The Hartford Steam Boiler Inspection and Insurance Company (HSB) founded in 1866 and headquartered in Hartford, Connecticut, U.S., is a global specialty insurer and reinsurer.  The company is the largest provider of equipment breakdown insurance and related inspection services in North America serving over five million commercial locations.

Hartford Steam Boiler subsidiaries include the Boiler Inspection and Insurance Company of Canada (BI&I), the largest insurer of equipment breakdown insurance in Canada and HSB Engineering Insurance Limited of the U.K., which provides engineered lines coverages and inspection services to clients in the UK., Ireland and other EU countries.

The Hartford Steam Boiler group is part of Munich Re, one of the world’s largest reinsurers. Munich Re completed its acquisition of HSB in April, 2009.

Hartford Steam Boiler Group is rated A++ (Superior) by A.M. Best Company.
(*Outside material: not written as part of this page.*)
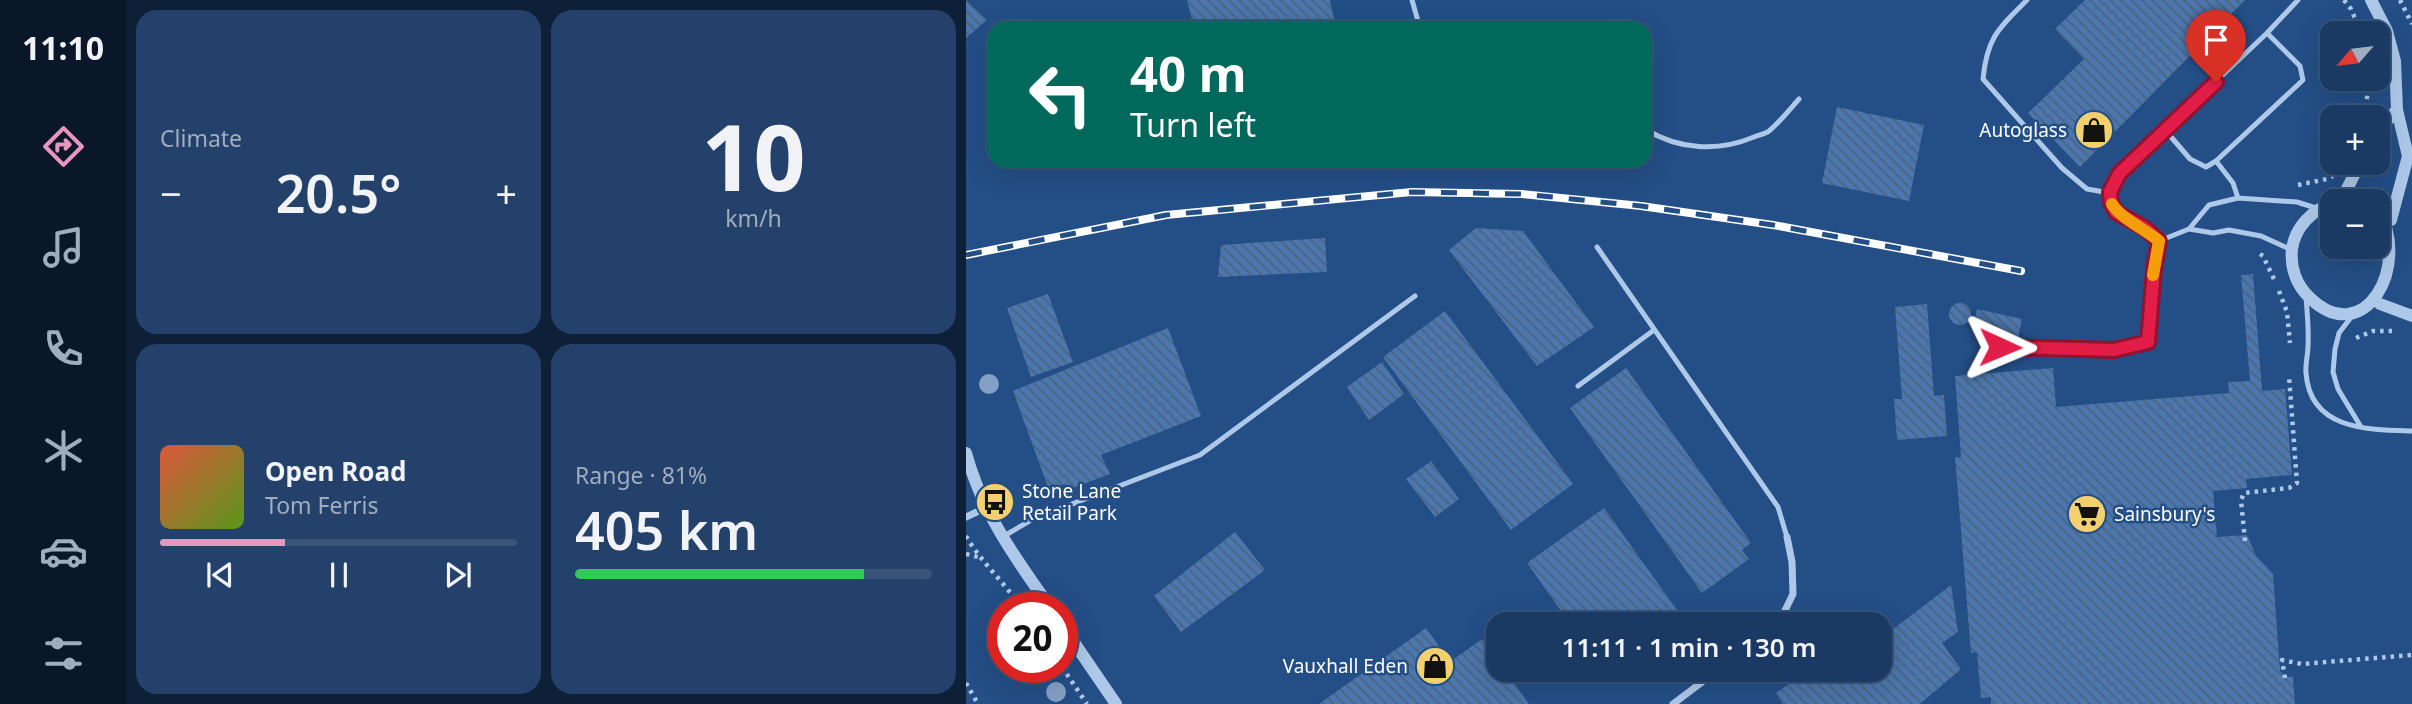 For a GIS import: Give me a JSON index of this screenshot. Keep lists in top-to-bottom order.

On July 24, 2019, A.M. Best Co. affirmed the ratings of the Hartford Steam Boiler group and its member companies.

Hartford Steam Boiler (U.S.) provides equipment breakdown coverage through a network of brokers and agents and also through other insurance companies who partner with HSB and who include equipment breakdown as part of their insurance products for commercial lines and personal lines customers.

Equipment breakdown insurance, also known as “boiler and machinery,” covers physical and financial damage that results from an accidental equipment breakdown to a range of equipment, machinery and technology.  Standard property coverages typically exclude perils of mechanical and electrical breakdown.  Equipment breakdown coverage was originally designed for business and industry.  In recent years, HSB has extended the product concept to the farm owners and home owners markets.

The company also provides a range of other specialty insurance products including insurance for identity recovery, data compromise, employment practices liability and miscellaneous professional liability that it designs and distributes through other insurance companies in reinsurance service agreements.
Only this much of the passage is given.